• What you need to do:
Please repeat the line that contains "For a GIS import: Parse" and every line after it, exactly, through the end of the records.

• Records for this exercise:

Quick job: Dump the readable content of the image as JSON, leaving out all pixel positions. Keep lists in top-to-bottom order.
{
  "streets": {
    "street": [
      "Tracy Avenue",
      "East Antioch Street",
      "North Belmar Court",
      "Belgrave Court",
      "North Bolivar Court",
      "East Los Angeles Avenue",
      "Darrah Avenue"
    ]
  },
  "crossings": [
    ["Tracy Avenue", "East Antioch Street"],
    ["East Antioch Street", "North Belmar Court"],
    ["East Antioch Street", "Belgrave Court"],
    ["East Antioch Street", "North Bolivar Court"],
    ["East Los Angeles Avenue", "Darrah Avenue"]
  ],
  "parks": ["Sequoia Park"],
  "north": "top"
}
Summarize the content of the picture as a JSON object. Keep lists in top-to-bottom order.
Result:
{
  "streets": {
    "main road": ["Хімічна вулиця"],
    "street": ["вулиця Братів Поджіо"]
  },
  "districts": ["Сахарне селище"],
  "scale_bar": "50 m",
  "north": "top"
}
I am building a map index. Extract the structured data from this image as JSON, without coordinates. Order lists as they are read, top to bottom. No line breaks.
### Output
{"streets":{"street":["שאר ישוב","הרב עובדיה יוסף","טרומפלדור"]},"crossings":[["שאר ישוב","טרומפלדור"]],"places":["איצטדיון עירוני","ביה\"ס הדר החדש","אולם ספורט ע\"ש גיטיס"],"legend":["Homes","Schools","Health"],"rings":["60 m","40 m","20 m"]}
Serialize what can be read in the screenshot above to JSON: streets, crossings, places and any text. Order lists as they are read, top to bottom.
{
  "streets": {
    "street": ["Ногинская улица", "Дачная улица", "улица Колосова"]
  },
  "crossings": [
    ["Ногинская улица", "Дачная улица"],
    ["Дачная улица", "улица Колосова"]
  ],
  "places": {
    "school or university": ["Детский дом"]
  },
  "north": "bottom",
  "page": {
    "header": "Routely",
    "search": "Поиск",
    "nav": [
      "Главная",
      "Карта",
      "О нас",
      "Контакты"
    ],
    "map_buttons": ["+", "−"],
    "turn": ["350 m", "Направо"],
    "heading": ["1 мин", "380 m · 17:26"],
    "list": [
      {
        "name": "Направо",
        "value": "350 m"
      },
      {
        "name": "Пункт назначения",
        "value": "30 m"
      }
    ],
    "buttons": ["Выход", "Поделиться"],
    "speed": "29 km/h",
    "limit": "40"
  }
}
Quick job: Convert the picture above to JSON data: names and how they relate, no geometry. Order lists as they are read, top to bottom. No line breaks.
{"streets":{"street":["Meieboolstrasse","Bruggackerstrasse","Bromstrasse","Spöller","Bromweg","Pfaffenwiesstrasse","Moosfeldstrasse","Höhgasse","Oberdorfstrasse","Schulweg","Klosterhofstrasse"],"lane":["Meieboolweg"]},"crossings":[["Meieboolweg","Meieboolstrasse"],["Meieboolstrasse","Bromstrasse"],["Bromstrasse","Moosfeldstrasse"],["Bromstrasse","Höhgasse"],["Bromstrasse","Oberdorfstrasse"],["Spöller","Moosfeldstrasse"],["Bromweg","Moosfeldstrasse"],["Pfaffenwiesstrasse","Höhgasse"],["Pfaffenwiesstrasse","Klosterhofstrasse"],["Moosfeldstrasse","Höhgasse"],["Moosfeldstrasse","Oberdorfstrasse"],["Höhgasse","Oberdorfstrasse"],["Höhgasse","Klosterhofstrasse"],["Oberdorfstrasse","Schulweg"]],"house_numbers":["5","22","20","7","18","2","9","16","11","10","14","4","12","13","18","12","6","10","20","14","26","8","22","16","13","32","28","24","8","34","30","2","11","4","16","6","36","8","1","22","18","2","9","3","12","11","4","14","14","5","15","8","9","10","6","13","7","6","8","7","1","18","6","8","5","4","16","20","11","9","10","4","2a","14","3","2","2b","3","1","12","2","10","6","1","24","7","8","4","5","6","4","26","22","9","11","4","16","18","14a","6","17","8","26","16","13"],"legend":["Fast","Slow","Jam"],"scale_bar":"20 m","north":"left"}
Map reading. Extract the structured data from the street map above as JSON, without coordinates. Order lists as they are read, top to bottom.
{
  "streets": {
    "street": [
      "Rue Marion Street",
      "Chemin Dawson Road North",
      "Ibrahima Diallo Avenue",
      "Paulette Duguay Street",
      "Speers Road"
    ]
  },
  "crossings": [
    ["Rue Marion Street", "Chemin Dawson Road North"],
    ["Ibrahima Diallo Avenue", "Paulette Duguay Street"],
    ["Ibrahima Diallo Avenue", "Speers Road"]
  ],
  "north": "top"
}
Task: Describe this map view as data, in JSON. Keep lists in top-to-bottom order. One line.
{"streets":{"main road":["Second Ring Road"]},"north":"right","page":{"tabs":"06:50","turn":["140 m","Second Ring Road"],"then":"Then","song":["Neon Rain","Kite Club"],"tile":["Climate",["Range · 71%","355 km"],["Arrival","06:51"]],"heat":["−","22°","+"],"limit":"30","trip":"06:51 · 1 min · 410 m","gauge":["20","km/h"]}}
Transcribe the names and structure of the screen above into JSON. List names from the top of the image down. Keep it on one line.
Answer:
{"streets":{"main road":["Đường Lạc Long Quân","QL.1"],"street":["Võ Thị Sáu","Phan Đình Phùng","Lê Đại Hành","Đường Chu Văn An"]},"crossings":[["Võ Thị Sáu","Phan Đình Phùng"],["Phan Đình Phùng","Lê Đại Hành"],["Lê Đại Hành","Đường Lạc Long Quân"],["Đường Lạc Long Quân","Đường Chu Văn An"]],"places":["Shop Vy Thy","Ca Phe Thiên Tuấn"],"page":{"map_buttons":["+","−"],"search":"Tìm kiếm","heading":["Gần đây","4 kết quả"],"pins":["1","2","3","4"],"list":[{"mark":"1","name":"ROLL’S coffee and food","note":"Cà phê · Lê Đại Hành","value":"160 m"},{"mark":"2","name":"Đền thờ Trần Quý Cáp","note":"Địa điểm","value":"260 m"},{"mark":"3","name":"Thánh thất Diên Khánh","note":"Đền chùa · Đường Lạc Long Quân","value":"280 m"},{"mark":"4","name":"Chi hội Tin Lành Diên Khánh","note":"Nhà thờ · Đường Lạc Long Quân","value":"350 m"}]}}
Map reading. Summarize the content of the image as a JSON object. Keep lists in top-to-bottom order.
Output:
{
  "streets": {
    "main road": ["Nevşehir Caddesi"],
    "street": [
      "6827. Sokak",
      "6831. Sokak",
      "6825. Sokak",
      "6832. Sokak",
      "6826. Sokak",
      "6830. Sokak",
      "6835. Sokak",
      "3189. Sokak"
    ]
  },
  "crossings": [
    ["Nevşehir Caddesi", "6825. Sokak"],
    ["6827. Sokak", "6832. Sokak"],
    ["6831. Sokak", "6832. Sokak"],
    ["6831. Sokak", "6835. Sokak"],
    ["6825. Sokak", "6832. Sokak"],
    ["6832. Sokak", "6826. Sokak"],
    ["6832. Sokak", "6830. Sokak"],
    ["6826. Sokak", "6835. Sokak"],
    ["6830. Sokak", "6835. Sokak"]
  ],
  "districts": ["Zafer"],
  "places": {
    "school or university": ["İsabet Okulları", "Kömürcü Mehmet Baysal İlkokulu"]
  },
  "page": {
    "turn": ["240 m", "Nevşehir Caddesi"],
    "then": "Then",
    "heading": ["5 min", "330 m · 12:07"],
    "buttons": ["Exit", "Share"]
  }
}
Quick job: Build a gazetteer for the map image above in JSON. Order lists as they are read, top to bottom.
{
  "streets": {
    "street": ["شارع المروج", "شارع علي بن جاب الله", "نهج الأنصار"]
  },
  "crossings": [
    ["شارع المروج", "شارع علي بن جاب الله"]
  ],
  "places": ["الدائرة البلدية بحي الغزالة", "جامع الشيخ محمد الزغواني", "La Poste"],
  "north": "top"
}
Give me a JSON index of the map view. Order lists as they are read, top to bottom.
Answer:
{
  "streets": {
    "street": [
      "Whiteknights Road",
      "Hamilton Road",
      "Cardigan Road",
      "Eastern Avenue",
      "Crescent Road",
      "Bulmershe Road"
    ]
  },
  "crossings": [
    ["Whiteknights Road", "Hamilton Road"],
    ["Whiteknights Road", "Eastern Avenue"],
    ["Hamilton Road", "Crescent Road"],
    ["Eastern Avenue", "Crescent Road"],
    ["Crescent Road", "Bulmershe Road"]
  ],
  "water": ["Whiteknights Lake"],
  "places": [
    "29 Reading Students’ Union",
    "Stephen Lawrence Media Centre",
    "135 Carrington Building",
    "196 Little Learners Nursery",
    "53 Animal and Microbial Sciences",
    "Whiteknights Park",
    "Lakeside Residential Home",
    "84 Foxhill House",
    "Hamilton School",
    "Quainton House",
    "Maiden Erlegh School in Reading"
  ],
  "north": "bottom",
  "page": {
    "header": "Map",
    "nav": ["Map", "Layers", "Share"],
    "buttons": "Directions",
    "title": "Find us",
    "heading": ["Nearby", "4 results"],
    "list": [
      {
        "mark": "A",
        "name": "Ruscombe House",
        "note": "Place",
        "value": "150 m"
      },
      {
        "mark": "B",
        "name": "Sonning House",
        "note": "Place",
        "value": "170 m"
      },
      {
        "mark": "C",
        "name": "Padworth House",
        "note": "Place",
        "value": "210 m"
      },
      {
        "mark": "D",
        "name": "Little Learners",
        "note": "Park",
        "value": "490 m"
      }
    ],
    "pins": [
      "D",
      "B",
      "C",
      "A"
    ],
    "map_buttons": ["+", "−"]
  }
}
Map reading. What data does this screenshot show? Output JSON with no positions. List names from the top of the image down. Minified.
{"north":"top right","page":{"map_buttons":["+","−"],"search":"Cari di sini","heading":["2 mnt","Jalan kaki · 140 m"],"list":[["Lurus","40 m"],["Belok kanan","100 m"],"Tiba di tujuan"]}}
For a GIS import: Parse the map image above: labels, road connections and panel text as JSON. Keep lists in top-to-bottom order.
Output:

• Expected output:
For a GIS import: Parse the map image above: labels, road connections and panel text as JSON. Keep lists in top-to-bottom order.
Output:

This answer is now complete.